Everion is a Conformity European (CE) class 2a–certified sensor worn on the upper arm that measures heart rate (HR), respiratory rate (RR), and blood oxygen saturation (SpO2) by photoplethysmography (PPG) and skin temperature using a negative temperature coefficient thermistor. The vital signs were stored every 10 seconds. VitalPatch is a CE class 2a–certified and Food and Drug Administration 510(k)–cleared disposable patch worn on the chest to measure HR and RR by electrocardiography (ECG) and temperature by a thermistor with a sample storage frequency of once per 4 seconds. The Fitbit Charge 3 is a commercially available activity tracker worn at the wrist and measures HR using PPG with a sample storage frequency of once per second during exercise and once per 5 seconds at all other times [14].

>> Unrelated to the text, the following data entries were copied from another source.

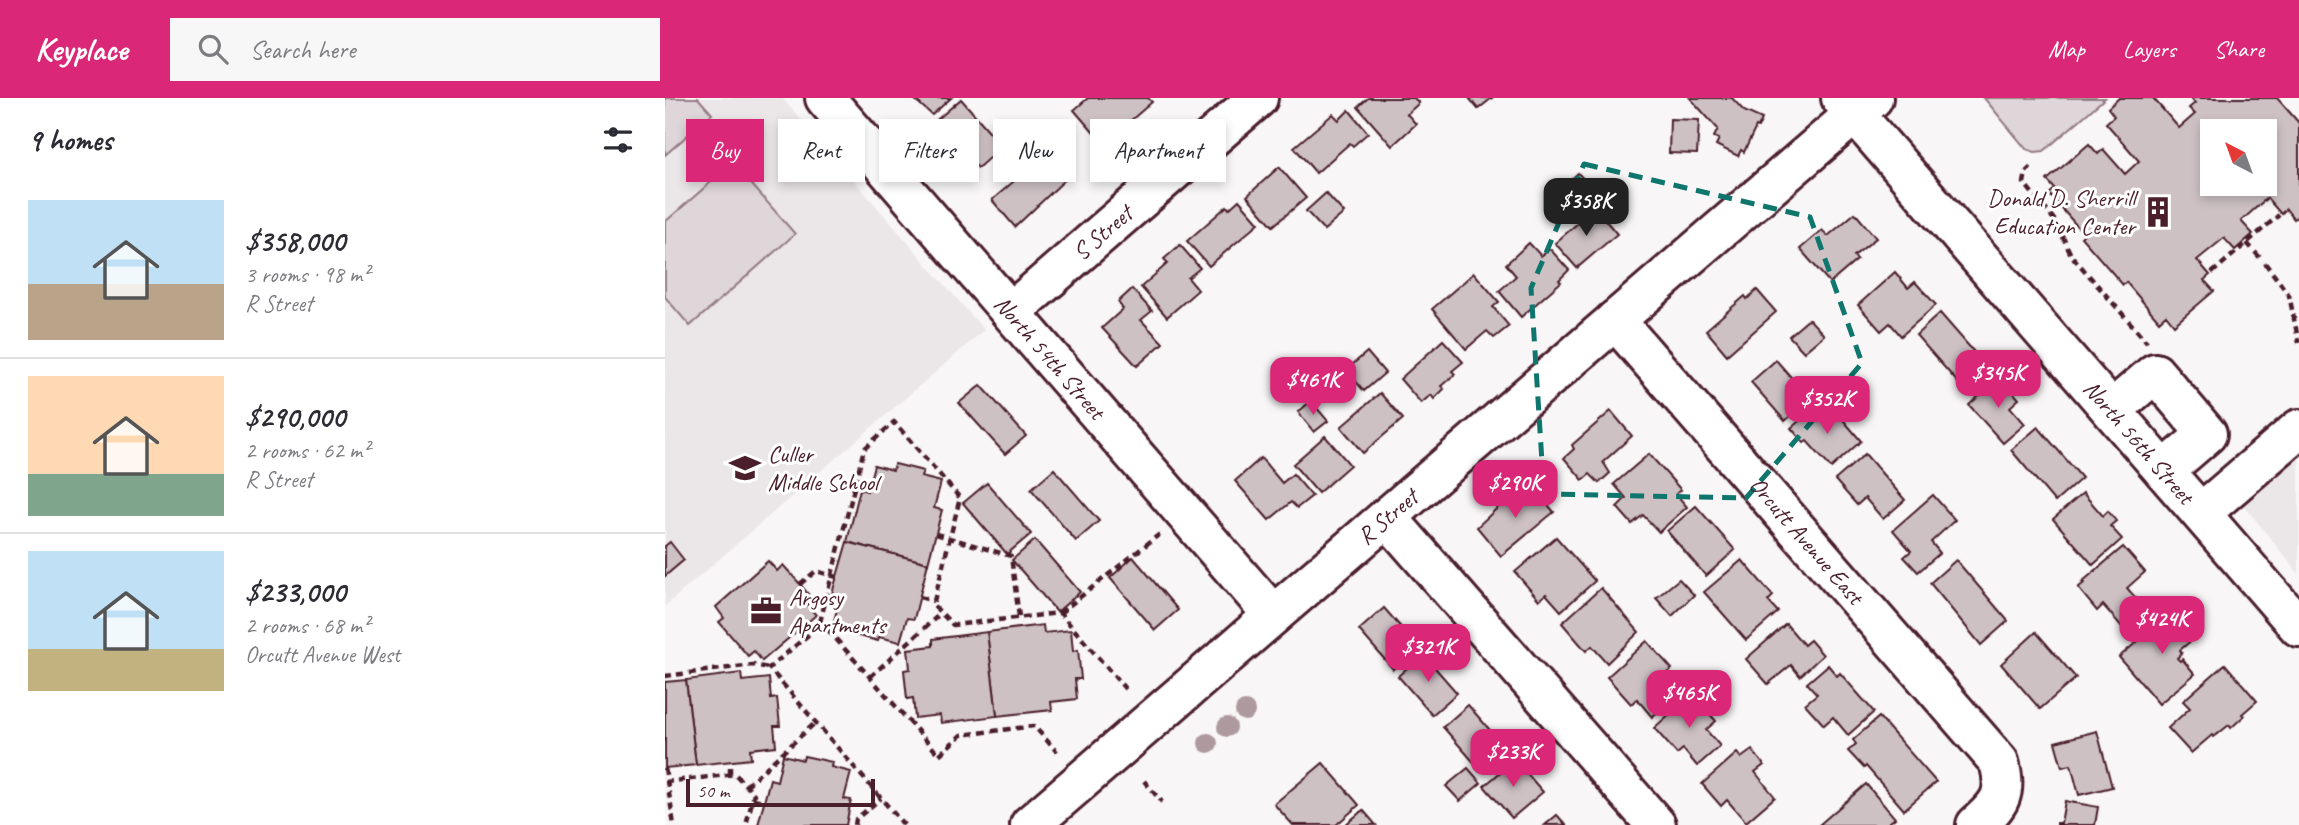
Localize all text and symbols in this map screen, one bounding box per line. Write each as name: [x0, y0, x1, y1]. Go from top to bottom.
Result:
search box: [170, 18, 660, 81]
text: Keyplace: [35, 28, 128, 70]
icon: search: [194, 30, 232, 68]
text: Search here: [250, 33, 356, 66]
text: Map: [2048, 34, 2085, 64]
text: Layers: [2123, 34, 2176, 64]
text: Share: [2214, 34, 2264, 64]
chip: Buy: [686, 119, 764, 182]
chip: Rent: [778, 119, 865, 182]
chip: Filters: [879, 119, 979, 182]
chip: New: [993, 119, 1076, 182]
chip: Apartment: [1090, 119, 1226, 182]
north arrow: [2200, 119, 2277, 196]
map controls: [2200, 119, 2277, 196]
text: 9 homes: [28, 121, 112, 159]
icon: filters: [599, 121, 637, 159]
pin: $358K: [1537, 178, 1635, 238]
place label: Donald D. Sherrill Education Center: [1987, 183, 2139, 241]
text: $358K: [1560, 186, 1612, 215]
building icon: Donald D. Sherrill Education Center: [2141, 195, 2175, 229]
street label: S Street: [1066, 197, 1141, 267]
text: $358,000: [245, 222, 345, 260]
icon: home: [84, 228, 168, 312]
text: 3 rooms · 98 m²: [245, 260, 369, 289]
text: R Street: [245, 289, 313, 318]
street label: North 54th Street: [988, 289, 1113, 427]
pin: $345K: [1949, 350, 2047, 410]
pin: $461K: [1264, 358, 1362, 417]
text: $345K: [1972, 358, 2024, 387]
text: $461K: [1286, 365, 1340, 394]
street label: North 56th Street: [2077, 374, 2202, 512]
pin: $352K: [1778, 376, 1876, 436]
text: $352K: [1801, 384, 1853, 413]
text: $290,000: [245, 398, 345, 436]
icon: home: [84, 404, 168, 488]
text: 2 rooms · 62 m²: [245, 436, 369, 465]
place label: Culler Middle School: [768, 439, 882, 497]
school or university icon: Culler Middle School: [728, 451, 762, 485]
pin: $290K: [1466, 460, 1564, 520]
text: R Street: [245, 465, 313, 494]
text: $290K: [1489, 468, 1541, 497]
street label: Orcutt Avenue East: [1743, 470, 1871, 612]
street label: R Street: [1351, 480, 1426, 551]
text: $233,000: [245, 573, 345, 611]
icon: home: [84, 579, 168, 663]
place label: Argosy Apartments: [789, 582, 888, 640]
office icon: Argosy Apartments: [749, 594, 783, 628]
pin: $424K: [2113, 596, 2211, 656]
text: $424K: [2135, 604, 2189, 633]
text: 2 rooms · 68 m²: [245, 611, 369, 640]
pin: $321K: [1379, 624, 1477, 684]
text: $321K: [1401, 632, 1455, 661]
text: Orcutt Avenue West: [245, 640, 400, 669]
pin: $465K: [1640, 670, 1738, 730]
text: $465K: [1662, 678, 1716, 707]
pin: $233K: [1464, 730, 1562, 789]
text: $233K: [1486, 737, 1540, 766]
scale bar: [686, 776, 875, 808]
text: 50 m: [697, 779, 729, 803]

A total of 2 devices were used as gold standard reference devices. Oxycon Mobile (CareFusion Germany 234 GmbH) is a portable metabolic measurement system certified as a CE class 2a medical product and has been used as the gold standard in several studies [15,16]. Oxycon Mobile used ECG and expired volume measurements to monitor HR and RR, respectively. Volume measurement is a reliable method for RR calculation compared with other measurement principles that derive RR from impedance, ECG, or waveform modulation, such as in other wearable devices. In addition, SpO2 was measured using a PPG sensor that was positioned using an ear probe instead of a finger probe to enable free hand movement during the experiment. If ECG was missing, HR was determined from the SpO2 curve as reference. For all vital signs, a storage frequency of once per 5 seconds was used. The Thermochron iButton (Maxim Integrated), a validated wireless skin temperature logger [17], was used as a reference device for monitoring temperature with a sample storage frequency of once per 10 seconds and a resolution of 0.5 °C. The iButtons enabled wireless temperature measurements right above the relevant wearable sensors.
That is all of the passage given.